Sappiamo quanto è stata dura e difficile la vita di Benedetta, specialmente nell'ultimo anno quando tutti i sensi in lei si sono spenti, come dice lei stessa: "Nella notte buia dei miei faticosi giorni" (22.4.1963). Sappiamo anche come la sua fede e la sua preghiera proprio in questa grande prova hanno raggiunto vette straordinarie. Mi sembra che una caratteristica della sua preghiera, del suo colloquio con il Signore, sia stata un nuovo e spirituale uso dei sensi: quello che le era impossibile fisicamente l'ha fatto nella fede e nello Spirito.
Nelle due foto Benedetta
da adolescente e da malata
Nella sua preghiera, Benedetta non espone tanto nozioni o concetti su Dio, quanto la sua esperienza di Dio, come lo sente e lo vede vicino a sé. Ripercorrendo in particolare il cammino del suo ultimo anno vorrei presentare alcuni dei suoi pensieri più profondi riguardo al vedere ed al sentire Dio.

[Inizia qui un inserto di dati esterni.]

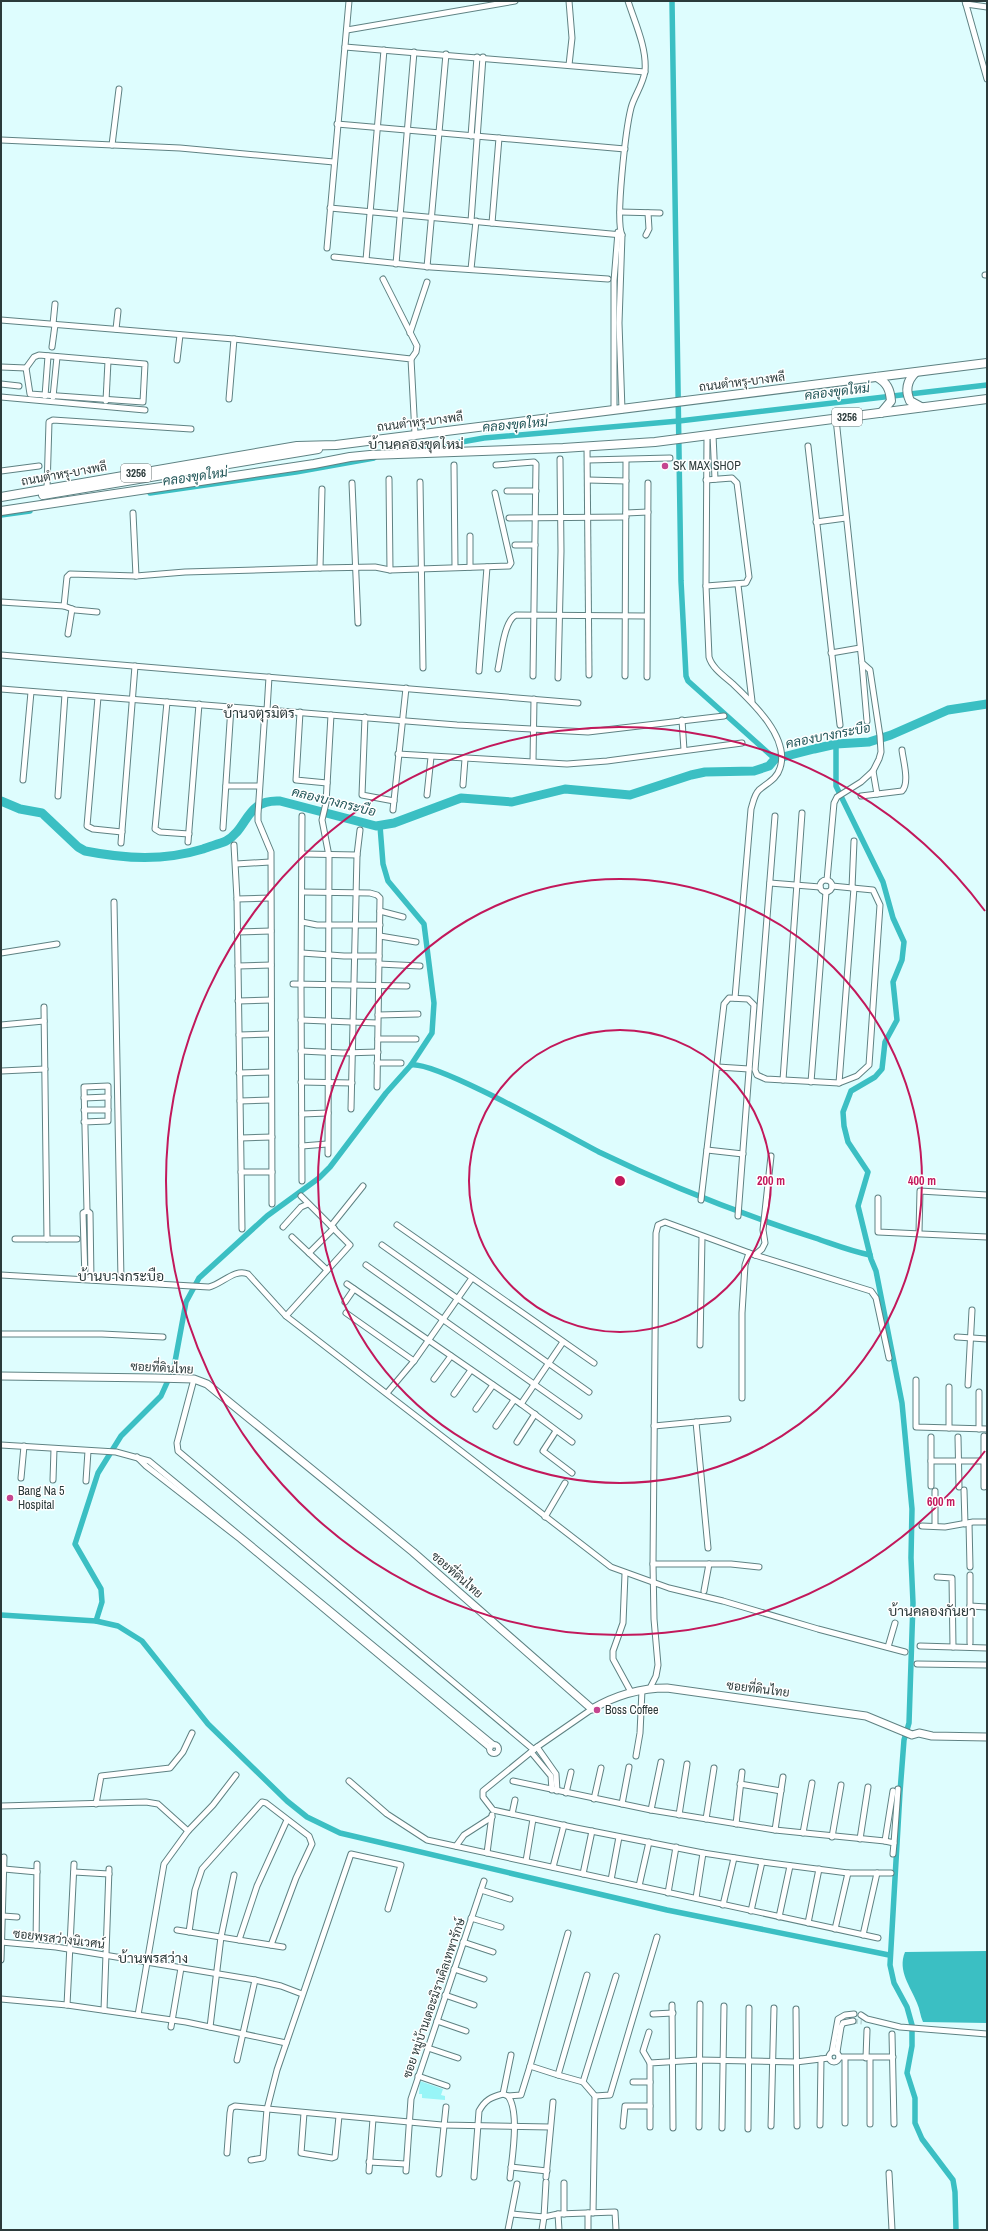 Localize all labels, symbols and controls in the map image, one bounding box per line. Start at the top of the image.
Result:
street label: ถนนตำหรุ-บางพลี [698,369,786,396]
water label: คลองขุดใหม่ [803,379,872,405]
road number: 3256 [832,408,862,426]
street label: ถนนตำหรุ-บางพลี [376,409,464,436]
water label: คลองขุดใหม่ [482,413,550,437]
district label: บ้านคลองขุดใหม่ [368,435,464,454]
place label: SK MAX SHOP [673,458,741,474]
street label: ถนนตำหรุ-บางพลี [20,459,108,490]
marker: SK MAX SHOP [660,461,670,471]
water label: คลองขุดใหม่ [161,463,230,490]
road number: 3256 [121,464,151,482]
district label: บ้านจตุรมิตร [223,704,295,723]
water label: คลองบางกระบือ [784,718,872,752]
water label: คลองบางกระบือ [290,782,378,820]
text: 200 m [757,1173,785,1189]
text: 400 m [908,1173,936,1189]
centre of rings [613,1174,627,1188]
district label: บ้านบางกระบือ [78,1267,164,1285]
street label: ซอยที่ดินไทย [130,1355,194,1378]
place label: Bang Na 5 Hospital [18,1483,65,1513]
marker: Bang Na 5 Hospital [5,1493,15,1503]
text: 600 m [927,1494,955,1510]
street label: ซอยที่ดินไทย [428,1546,488,1602]
district label: บ้านคลองกันยา [888,1602,976,1620]
street label: ซอยที่ดินไทย [726,1674,791,1701]
place label: Boss Coffee [605,1702,658,1718]
marker: Boss Coffee [592,1705,602,1715]
street label: ซอย หมู่บ้านเดอะมิราเคิลเทพารักษ์ [399,1915,469,2080]
street label: ซอยพรสว่างนิเวศน์ [12,1925,106,1953]
district label: บ้านพรสว่าง [118,1949,188,1967]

"Dentro di me ho sentito ancora la voce del Padre. Assetata sono corsa a farmi confortare. Era Lui. L'ho risentito! L'ho ritrovato, che sollievo!" (Estate 1963).
"Io sento che in Lui debbo essere serena: perché Lui è la luce, è promessa più eloquente, più vibrante che la parola umana" (Luglio 1963).

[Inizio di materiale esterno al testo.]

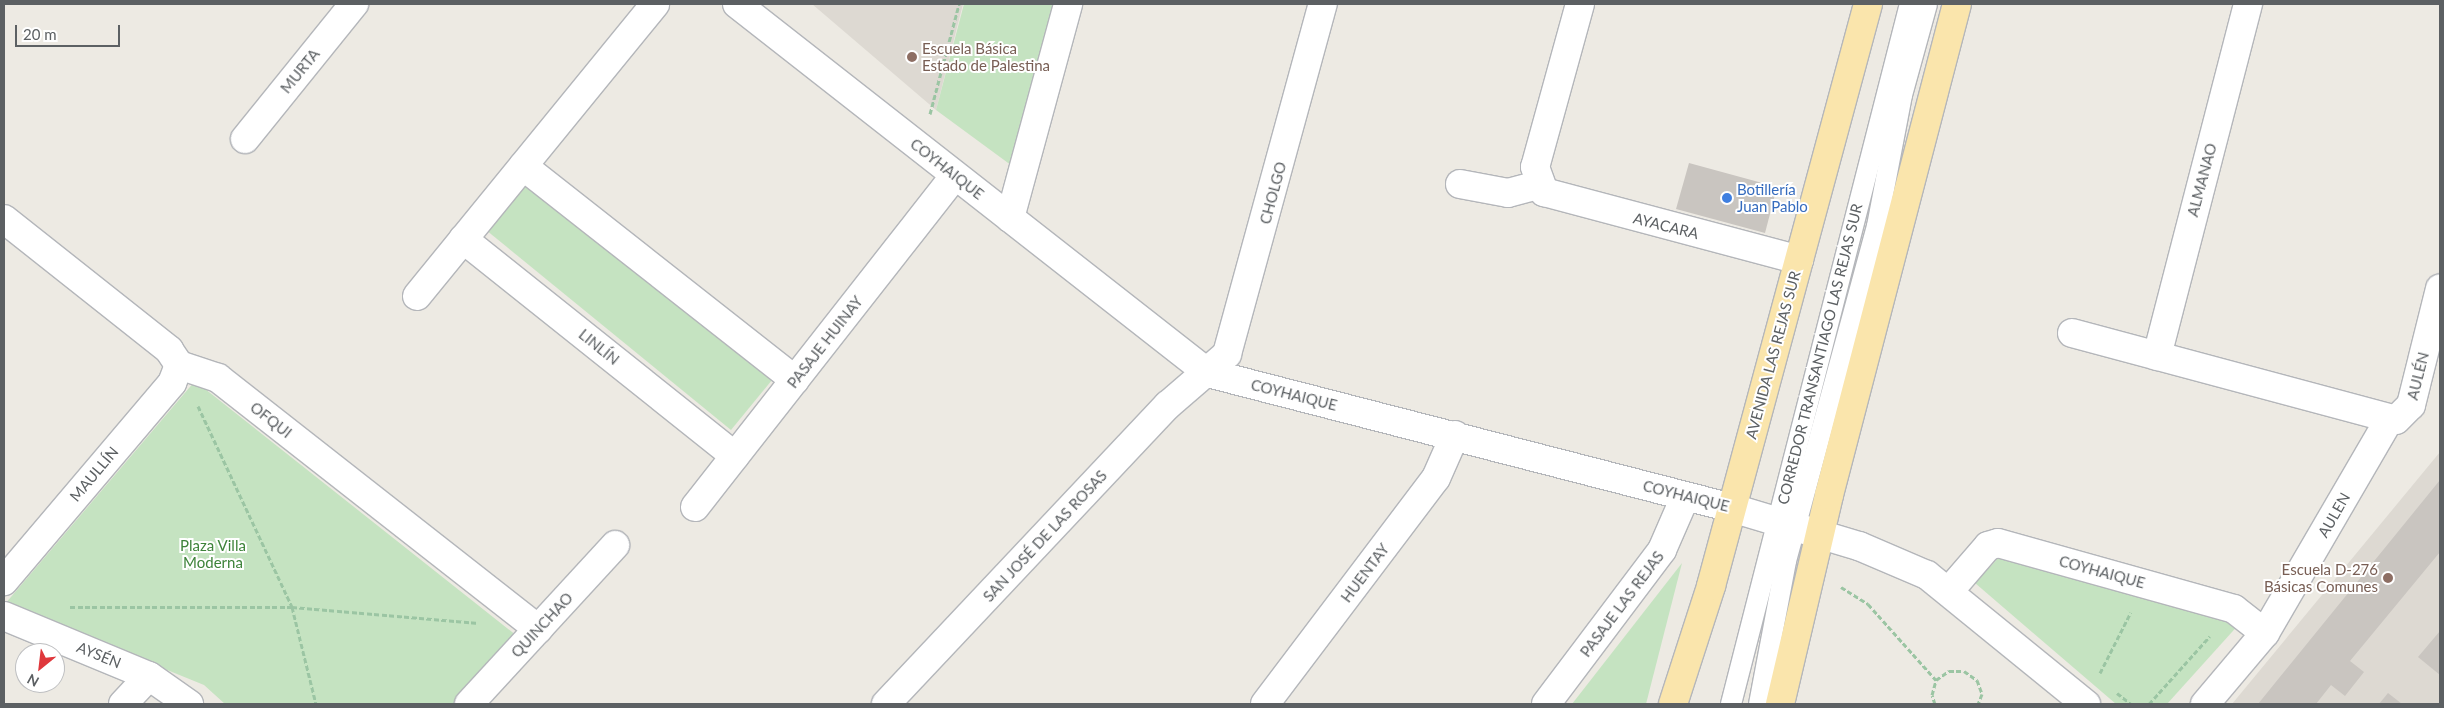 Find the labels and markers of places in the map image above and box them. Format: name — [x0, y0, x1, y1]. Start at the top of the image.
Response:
place label: Escuela Básica Estado de Palestina — [922, 39, 1050, 74]
marker: Escuela Básica Estado de Palestina — [906, 51, 918, 63]
place label: Botillería Juan Pablo — [1737, 180, 1808, 215]
marker: Botillería Juan Pablo — [1721, 192, 1733, 204]
place label: Escuela D-276 Básicas Comunes — [2264, 560, 2378, 595]
marker: Escuela D-276 Básicas Comunes — [2382, 572, 2394, 584]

"Il mio buio mi pesa, ma lo preferisco, se questo è il prezzo per camminare con più luce dentro al cuore" (7 giugno 1963).
"Ho già sentito la Sua voce: la voce dello Sposo!" (14 agosto 1963).
"Io, nel mio buio terribile, nel mio silenzio pauroso, attendo la Sua luce e la dolcezza della Sua parola, perché Lui verrà per condurmi alla Sua casa" (1 ottobre 1963).
Benedetta sente molto la presenza del Signore, il suo sguardo (com'è diverso il suo "Dio mi guarda" dal nostro "Dio mi vede"!).
"Da quando so che c'è chi mi guarda lottare cerco di fauni forte: com'è bello così!" (28 febbraio 1961).
Benedetta, ormai paralizzata, vive la sua fede come incontro e abbraccio con il Signore, come un prendersi per mano, camminare con Lui e verso di Lui.
"Stringiti ogni giorno nella mano di Dio" (1963).
"Con Lui mi sento di poter camminare lontano, in capo al mondo, se Lui vorrà" (Estate 1963).
"Ho bisogno, per vivere, di sentire che Dio vive in me" (Giugno1963).
"Nella notte cercavo Lui solo, da sempre. E Lui è venuto, mi ha consolata, mi ha accarezzata nei momenti di paura e di dolore più forte, proprio quando tutto mi pareva crollato" (24 luglio 1963).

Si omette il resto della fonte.